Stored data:
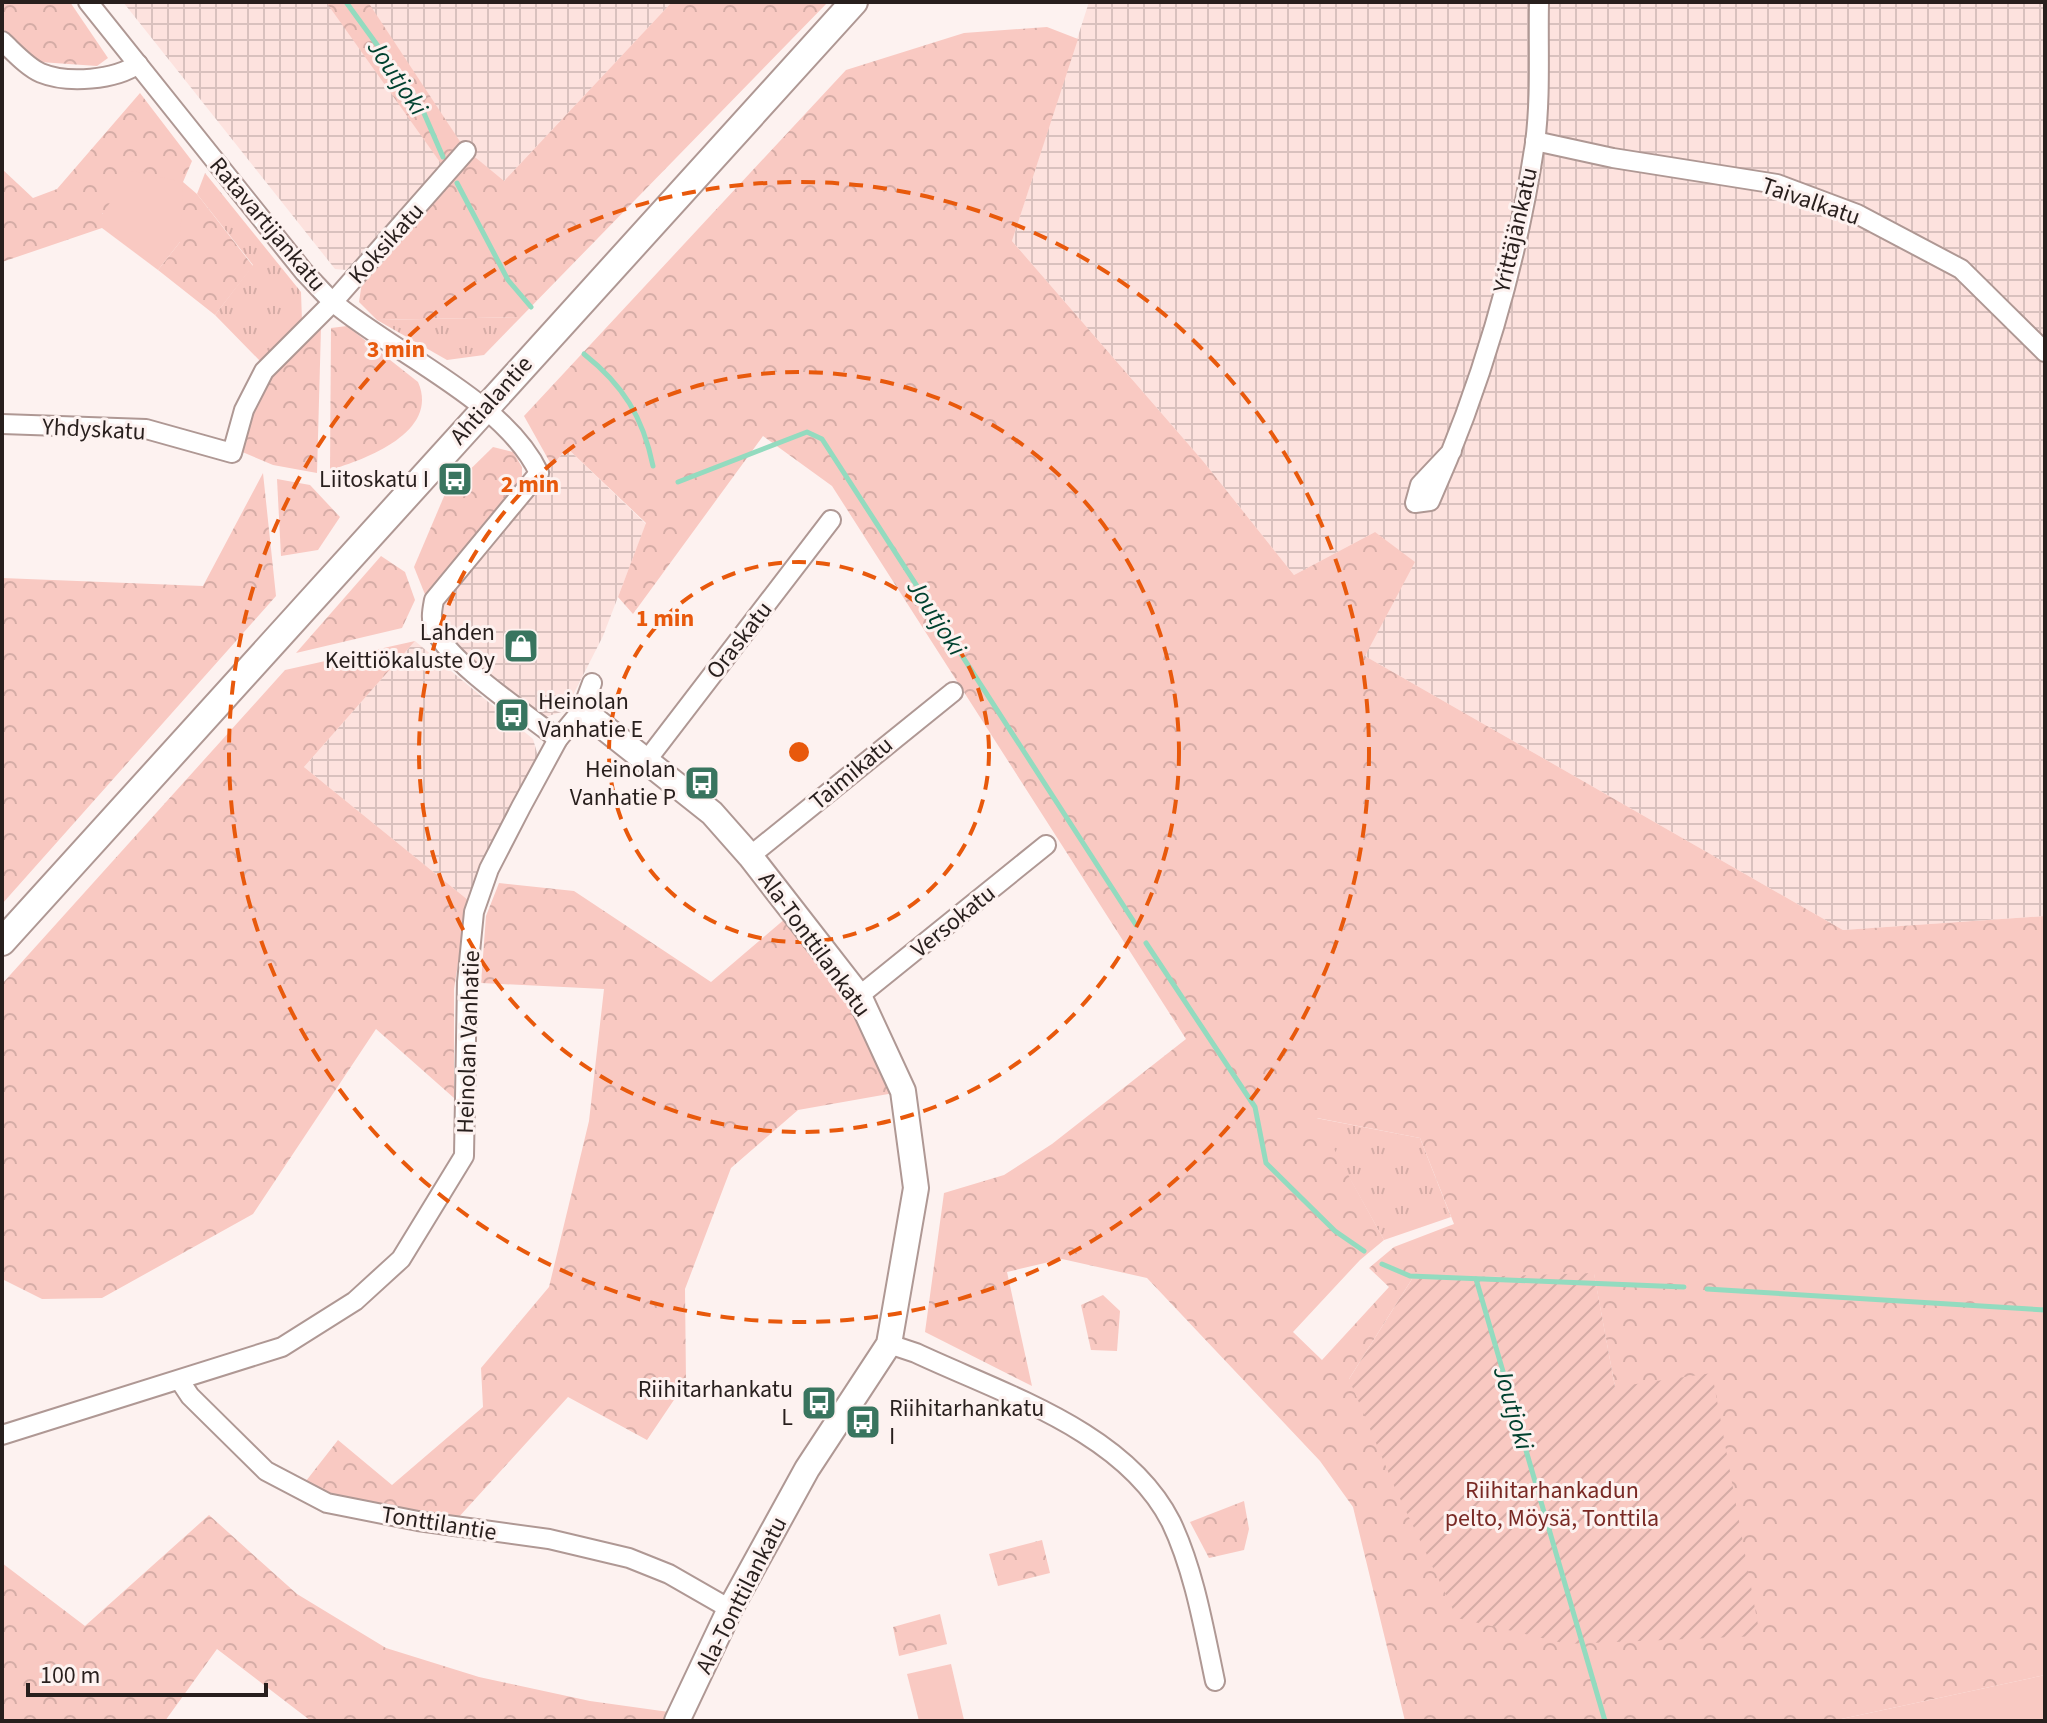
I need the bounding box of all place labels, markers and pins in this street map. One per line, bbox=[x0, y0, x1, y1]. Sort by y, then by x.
bus stop icon: Liitoskatu I bbox=[436, 460, 474, 498]
place label: Liitoskatu I bbox=[319, 462, 429, 497]
place label: Lahden Keittiökaluste Oy bbox=[325, 615, 495, 678]
shop icon: Lahden Keittiökaluste Oy bbox=[502, 627, 540, 665]
place label: Heinolan Vanhatie E bbox=[538, 684, 643, 747]
bus stop icon: Heinolan Vanhatie E bbox=[493, 696, 531, 734]
centre of rings bbox=[785, 738, 813, 766]
place label: Heinolan Vanhatie P bbox=[570, 752, 676, 815]
bus stop icon: Heinolan Vanhatie P bbox=[683, 764, 721, 802]
place label: Riihitarhankatu L bbox=[638, 1372, 793, 1435]
bus stop icon: Riihitarhankatu L bbox=[800, 1384, 838, 1422]
place label: Riihitarhankatu I bbox=[889, 1391, 1044, 1454]
bus stop icon: Riihitarhankatu I bbox=[844, 1403, 882, 1441]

THE TASK: A word-for-word transcription of the entries above, free of images, is what is wanted.

ANSWER SECTION:
I need the bounding box of all place labels, markers and pins in this street map. One per line, bbox=[x0, y0, x1, y1]. Sort by y, then by x.
bus stop icon: Liitoskatu I bbox=[436, 460, 474, 498]
place label: Liitoskatu I bbox=[319, 462, 429, 497]
place label: Lahden Keittiökaluste Oy bbox=[325, 615, 495, 678]
shop icon: Lahden Keittiökaluste Oy bbox=[502, 627, 540, 665]
place label: Heinolan Vanhatie E bbox=[538, 684, 643, 747]
bus stop icon: Heinolan Vanhatie E bbox=[493, 696, 531, 734]
centre of rings bbox=[785, 738, 813, 766]
place label: Heinolan Vanhatie P bbox=[570, 752, 676, 815]
bus stop icon: Heinolan Vanhatie P bbox=[683, 764, 721, 802]
place label: Riihitarhankatu L bbox=[638, 1372, 793, 1435]
bus stop icon: Riihitarhankatu L bbox=[800, 1384, 838, 1422]
place label: Riihitarhankatu I bbox=[889, 1391, 1044, 1454]
bus stop icon: Riihitarhankatu I bbox=[844, 1403, 882, 1441]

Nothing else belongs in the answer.